Leftovers can be stored covered in the refrigerator for up to a week. The flavors will likely deepen overnight, so you may find the stew even more delicious the next day.
Other plant-based soups and stews
No matter what time of year, I can always go for a flavorful bowl of soup. It warms me up on chilly winter days and cools me down on hot summer days! Soup is pretty amazing that way.
If you’re looking for some more recipes for delicious soups and stews with a hearty serving of veggies, here are a few of my favorites I enjoy all year round:
- White Bean Lentil Soup (Instant Pot)
- Moroccan Chickpeas with Squash and Carrots
- Summer Vegetable Bean Soup (Provençal Pistou)
When you’ve tried this stew, please don’t forget to let me know how you liked it and rate the recipe in the comments below!
Moroccan Eggplant Stew
- 3 tablespoons olive oil (extra-virgin)
- 1 large onion (minced)
- 2 cups diced eggplant (any variety)
- 2 medium gold potatoes (diced)
- 1/4 pound pineapple tomatillos or tomatillos (husks removed — if using full-sized tomatillos, dice them)
- 2 cloves garlic (minced)
- 1 teaspoon Ras el Hanout (Moroccan spice blend or curry powder)
- 1/4 teaspoon cayenne pepper
- 1 teaspoon kosher salt
- 4 large tomatoes (peeled, seeded, and diced)
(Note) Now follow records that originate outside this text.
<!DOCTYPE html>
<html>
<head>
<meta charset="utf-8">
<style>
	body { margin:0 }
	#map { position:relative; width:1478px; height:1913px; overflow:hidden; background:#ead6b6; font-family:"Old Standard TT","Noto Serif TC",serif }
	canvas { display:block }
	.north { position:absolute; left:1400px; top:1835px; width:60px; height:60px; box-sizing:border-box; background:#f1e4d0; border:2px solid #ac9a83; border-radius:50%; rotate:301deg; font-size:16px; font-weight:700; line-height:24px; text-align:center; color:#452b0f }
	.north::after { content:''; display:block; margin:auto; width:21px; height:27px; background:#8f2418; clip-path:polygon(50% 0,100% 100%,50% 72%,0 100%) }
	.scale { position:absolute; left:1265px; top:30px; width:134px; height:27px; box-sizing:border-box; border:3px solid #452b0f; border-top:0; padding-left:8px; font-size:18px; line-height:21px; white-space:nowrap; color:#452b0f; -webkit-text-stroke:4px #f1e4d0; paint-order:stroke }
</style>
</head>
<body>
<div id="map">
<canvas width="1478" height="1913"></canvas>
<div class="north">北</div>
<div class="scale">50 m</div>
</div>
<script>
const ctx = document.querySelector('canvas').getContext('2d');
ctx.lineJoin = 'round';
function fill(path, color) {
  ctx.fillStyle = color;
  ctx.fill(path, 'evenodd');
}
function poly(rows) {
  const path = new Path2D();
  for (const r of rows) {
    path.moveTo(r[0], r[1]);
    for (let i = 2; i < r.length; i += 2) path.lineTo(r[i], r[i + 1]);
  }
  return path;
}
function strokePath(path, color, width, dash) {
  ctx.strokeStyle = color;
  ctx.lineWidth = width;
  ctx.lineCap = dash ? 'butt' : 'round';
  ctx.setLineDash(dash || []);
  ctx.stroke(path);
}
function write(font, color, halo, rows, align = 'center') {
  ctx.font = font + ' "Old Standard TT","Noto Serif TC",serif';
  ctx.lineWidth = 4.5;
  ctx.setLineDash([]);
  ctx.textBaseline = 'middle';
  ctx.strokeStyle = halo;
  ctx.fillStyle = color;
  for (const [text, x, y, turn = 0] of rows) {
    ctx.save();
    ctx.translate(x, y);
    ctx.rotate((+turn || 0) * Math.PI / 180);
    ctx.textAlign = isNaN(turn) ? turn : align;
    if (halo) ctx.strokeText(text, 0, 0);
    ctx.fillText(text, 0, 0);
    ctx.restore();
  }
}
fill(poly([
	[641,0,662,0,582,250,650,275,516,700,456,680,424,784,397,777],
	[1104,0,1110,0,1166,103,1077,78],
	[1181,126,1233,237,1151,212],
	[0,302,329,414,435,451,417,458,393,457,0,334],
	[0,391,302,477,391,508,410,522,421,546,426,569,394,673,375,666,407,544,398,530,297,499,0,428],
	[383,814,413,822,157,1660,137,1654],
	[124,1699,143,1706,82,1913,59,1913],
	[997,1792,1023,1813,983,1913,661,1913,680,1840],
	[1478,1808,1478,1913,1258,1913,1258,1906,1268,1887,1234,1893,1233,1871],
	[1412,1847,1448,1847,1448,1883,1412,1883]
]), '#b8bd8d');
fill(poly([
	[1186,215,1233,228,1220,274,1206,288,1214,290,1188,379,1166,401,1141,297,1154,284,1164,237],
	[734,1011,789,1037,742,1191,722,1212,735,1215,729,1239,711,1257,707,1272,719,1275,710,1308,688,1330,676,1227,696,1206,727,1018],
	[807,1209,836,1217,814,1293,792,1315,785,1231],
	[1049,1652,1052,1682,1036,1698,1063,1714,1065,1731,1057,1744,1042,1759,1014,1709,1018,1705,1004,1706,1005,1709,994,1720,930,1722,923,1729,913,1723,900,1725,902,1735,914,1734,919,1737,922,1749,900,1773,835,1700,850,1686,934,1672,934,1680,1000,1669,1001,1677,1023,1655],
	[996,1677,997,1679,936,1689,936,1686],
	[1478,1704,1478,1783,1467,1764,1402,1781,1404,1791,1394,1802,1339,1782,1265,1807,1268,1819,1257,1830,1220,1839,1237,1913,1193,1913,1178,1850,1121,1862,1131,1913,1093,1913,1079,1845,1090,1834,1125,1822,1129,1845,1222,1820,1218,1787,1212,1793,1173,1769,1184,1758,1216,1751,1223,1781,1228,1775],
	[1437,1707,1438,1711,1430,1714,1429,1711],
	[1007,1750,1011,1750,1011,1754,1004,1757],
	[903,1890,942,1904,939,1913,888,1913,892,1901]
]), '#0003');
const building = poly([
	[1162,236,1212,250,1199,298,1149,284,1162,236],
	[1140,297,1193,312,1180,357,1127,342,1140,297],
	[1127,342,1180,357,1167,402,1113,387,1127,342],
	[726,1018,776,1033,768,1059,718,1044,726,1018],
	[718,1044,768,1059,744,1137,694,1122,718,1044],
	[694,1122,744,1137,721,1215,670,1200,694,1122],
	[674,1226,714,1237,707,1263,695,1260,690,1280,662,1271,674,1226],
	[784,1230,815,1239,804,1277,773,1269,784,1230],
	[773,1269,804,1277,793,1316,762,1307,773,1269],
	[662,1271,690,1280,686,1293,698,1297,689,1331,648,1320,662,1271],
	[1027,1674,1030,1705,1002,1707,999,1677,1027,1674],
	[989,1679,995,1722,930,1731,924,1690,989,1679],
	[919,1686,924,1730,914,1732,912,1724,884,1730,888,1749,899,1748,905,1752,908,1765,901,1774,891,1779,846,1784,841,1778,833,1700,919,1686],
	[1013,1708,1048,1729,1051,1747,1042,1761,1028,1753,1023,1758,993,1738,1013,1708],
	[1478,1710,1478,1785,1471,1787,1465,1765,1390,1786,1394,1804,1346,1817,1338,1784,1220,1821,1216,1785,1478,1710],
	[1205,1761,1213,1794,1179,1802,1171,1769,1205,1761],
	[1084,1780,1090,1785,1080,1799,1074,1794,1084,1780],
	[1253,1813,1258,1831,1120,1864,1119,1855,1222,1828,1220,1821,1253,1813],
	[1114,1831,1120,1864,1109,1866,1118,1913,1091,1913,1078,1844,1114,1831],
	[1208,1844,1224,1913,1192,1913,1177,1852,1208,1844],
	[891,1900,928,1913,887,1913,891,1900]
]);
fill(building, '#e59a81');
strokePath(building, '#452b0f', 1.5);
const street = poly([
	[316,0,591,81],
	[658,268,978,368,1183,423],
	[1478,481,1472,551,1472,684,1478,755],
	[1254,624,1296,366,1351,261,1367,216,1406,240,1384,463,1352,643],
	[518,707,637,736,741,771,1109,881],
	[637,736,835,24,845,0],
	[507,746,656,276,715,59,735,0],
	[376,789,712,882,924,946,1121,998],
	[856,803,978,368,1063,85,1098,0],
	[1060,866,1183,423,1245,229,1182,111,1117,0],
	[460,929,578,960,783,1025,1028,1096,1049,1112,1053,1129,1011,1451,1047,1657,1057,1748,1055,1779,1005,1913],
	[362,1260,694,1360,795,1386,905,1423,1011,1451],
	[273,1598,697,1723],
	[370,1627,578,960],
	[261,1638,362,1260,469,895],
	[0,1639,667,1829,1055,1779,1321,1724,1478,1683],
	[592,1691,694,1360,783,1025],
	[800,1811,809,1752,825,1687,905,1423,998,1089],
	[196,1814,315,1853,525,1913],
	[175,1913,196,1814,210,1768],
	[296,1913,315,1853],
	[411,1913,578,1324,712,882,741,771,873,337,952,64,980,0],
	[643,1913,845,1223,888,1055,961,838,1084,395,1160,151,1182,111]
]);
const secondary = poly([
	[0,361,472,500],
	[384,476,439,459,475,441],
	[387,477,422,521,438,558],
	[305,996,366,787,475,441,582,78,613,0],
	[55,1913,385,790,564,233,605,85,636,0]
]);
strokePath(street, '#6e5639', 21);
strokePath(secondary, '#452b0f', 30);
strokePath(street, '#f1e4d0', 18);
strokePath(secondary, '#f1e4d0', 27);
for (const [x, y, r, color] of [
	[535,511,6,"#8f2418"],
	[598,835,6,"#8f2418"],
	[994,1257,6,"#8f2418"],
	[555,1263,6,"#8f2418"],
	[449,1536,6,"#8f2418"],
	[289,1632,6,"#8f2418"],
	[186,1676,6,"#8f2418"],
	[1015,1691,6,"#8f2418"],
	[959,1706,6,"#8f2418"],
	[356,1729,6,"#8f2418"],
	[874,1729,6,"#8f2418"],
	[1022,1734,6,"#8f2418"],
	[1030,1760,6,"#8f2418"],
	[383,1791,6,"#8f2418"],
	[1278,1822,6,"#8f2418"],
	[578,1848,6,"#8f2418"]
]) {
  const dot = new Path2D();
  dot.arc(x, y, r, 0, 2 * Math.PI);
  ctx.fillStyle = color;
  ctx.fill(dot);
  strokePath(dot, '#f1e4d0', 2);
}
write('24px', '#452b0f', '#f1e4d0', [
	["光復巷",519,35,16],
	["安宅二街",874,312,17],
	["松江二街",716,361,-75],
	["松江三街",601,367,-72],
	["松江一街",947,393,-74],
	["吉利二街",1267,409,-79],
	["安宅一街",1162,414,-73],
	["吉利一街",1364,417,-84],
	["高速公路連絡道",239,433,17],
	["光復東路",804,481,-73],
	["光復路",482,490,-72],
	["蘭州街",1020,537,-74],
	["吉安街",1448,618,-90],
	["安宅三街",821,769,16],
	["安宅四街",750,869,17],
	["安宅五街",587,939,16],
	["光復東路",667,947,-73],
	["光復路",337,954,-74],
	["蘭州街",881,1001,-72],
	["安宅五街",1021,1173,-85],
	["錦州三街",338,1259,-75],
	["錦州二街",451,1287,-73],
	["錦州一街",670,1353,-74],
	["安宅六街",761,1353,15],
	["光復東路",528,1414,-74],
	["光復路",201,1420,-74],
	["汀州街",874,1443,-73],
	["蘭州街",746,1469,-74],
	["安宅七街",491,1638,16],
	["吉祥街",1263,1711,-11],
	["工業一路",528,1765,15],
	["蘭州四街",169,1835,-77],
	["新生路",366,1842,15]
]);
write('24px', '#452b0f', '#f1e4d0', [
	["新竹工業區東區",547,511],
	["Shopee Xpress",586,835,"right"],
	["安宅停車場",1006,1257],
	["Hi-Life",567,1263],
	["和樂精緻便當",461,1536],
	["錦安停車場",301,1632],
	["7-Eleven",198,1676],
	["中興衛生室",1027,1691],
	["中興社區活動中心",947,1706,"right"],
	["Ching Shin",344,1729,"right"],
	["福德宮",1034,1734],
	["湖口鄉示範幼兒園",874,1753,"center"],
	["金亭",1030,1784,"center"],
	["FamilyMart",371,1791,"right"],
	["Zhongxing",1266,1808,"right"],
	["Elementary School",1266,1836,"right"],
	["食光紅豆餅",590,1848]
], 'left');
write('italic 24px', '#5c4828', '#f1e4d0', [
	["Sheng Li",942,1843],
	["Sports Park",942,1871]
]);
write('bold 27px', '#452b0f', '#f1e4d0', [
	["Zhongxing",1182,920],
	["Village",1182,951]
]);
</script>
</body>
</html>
- 1 tablespoon tomato paste
- 1 1/2 cups vegetable broth or water
- Heat the oil in a stock pot over medium heat.
- Add the minced onion and cook, stirring often, until soft and golden, about 5 minutes.
- Add the diced eggplant and cook, stirring occasionally, for 5 to 10 minutes or until the eggplant begins to soften.
- Add the diced potatoes, tomatillos, garlic, Ras el Hanout, cayenne, and salt. Mix well, then cook, stirring often, for another 3 minutes.
- Add the tomatoes, tomato paste, and broth or water, then stir to combine.
- Bring everything to a boil over medium-high heat, then reduce the heat and simmer for about 20 minutes or until the potatoes are fork-tender.